Boivin, s'avançant alors avec calme, au milieu des boulets et des balles, examine le tablier du pont, descend au-dessous et revient me donner l'assurance que tout est solide et que le régiment peut passer!… Je lui rendis son grade; il reprit son cheval, et, se plaçant en tête de l'escadron qui allait franchir le pont, il marcha le premier sur les Russes, qui n'attendirent pas notre attaque et se retirèrent promptement. L'Empereur ayant, le mois suivant, passé la revue du régiment et fait plusieurs promotions, je fis nommer M. Boivin sous-lieutenant.
Notre nouveau général, M. Wathiez, sut acquérir, dans ces divers combats, l'estime et l'affection des troupes. Quant au général Exelmans, commandant de la division, nous ne le connaissions encore que par la voix publique de l'armée qui nous avait informés de sa brillante valeur; mais elle le signalait aussi pour manquer souvent d'esprit de suite dans le commandement.

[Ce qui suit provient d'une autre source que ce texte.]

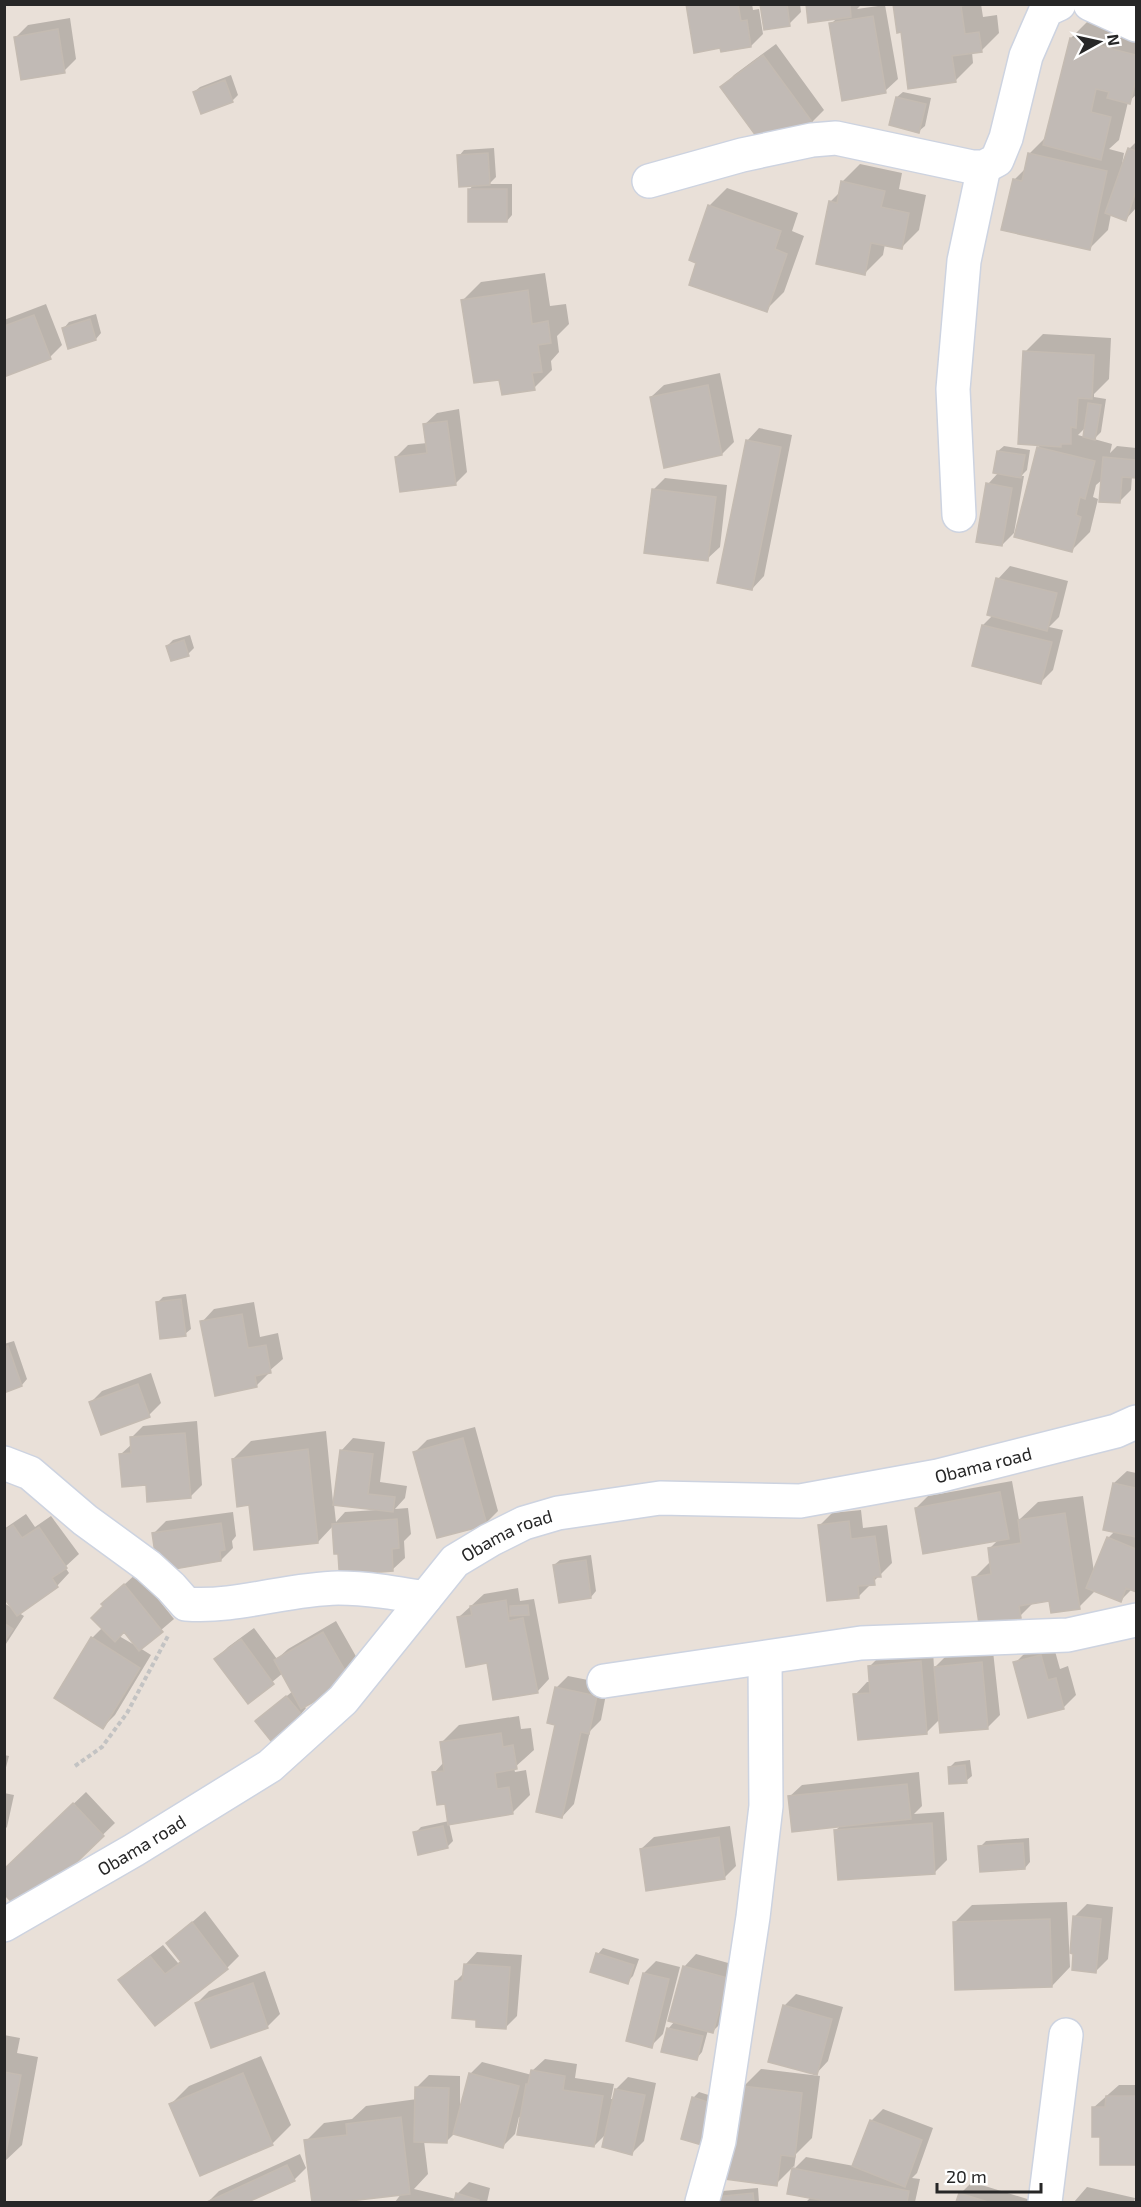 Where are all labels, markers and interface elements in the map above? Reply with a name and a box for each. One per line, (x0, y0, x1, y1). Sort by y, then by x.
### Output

Nous en eûmes la preuve dans le fait suivant, qui signala la reprise des hostilités.
Au moment où la division exécutait une retraite que mon régiment devait couvrir, le général Exelmans, sous prétexte de tendre un piège à l'avant-garde prussienne, m'ordonne de mettre à sa disposition ma compagnie d'élite et mes 25 plus habiles tirailleurs, dont il confie le commandement au chef d'escadrons Lacour; puis il place ces 150 hommes au milieu d'une plaine entourée de bois, et après avoir défendu de bouger sans son ordre, il s'en va et les oublie complètement!… Les ennemis arrivent, et, voyant le détachement ainsi abandonné, ils s'arrêtent, de crainte qu'on ne l'ait mis là afin de les attirer dans une embuscade. Pour s'en assurer, ils font glisser isolément quelques hommes à droite et à gauche dans les bois, et, n'entendant aucun coup de feu, ils en augmentent insensiblement le nombre, au point d'environner entièrement nos cavaliers! En vain quelques officiers font observer au commandant Lacour que cette marche enveloppante a pour but de lui couper la retraite; Lacour, très brave militaire, mais n'ayant aucune initiative, s'en tient à la lettre de l'ordre qu'il avait reçu, sans penser que le général Exelmans l'a peut-être oublié, qu'il serait bon de l'envoyer prévenir et de faire tout au moins reconnaître le terrain par lequel il pourra se retirer. On lui a dit de rester là, il y restera, dussent ses hommes y être pris ou périr.
Pendant que le chef d'escadrons Lacour exécutait sa consigne plutôt en simple sergent qu'en officier supérieur, la division s'éloignait!… Le général Wathiez et moi, ne voyant pas revenir le détachement, et ne sachant où trouver Exelmans qui galopait à travers champs, avions de sinistres pressentiments. Je demande alors et obtiens du général Wathiez de retourner vers le commandant Lacour. Je pars au grand galop avec un escadron, et j'arrive pour être témoin d'un spectacle affreux, surtout pour un chef de corps qui aime ses soldats!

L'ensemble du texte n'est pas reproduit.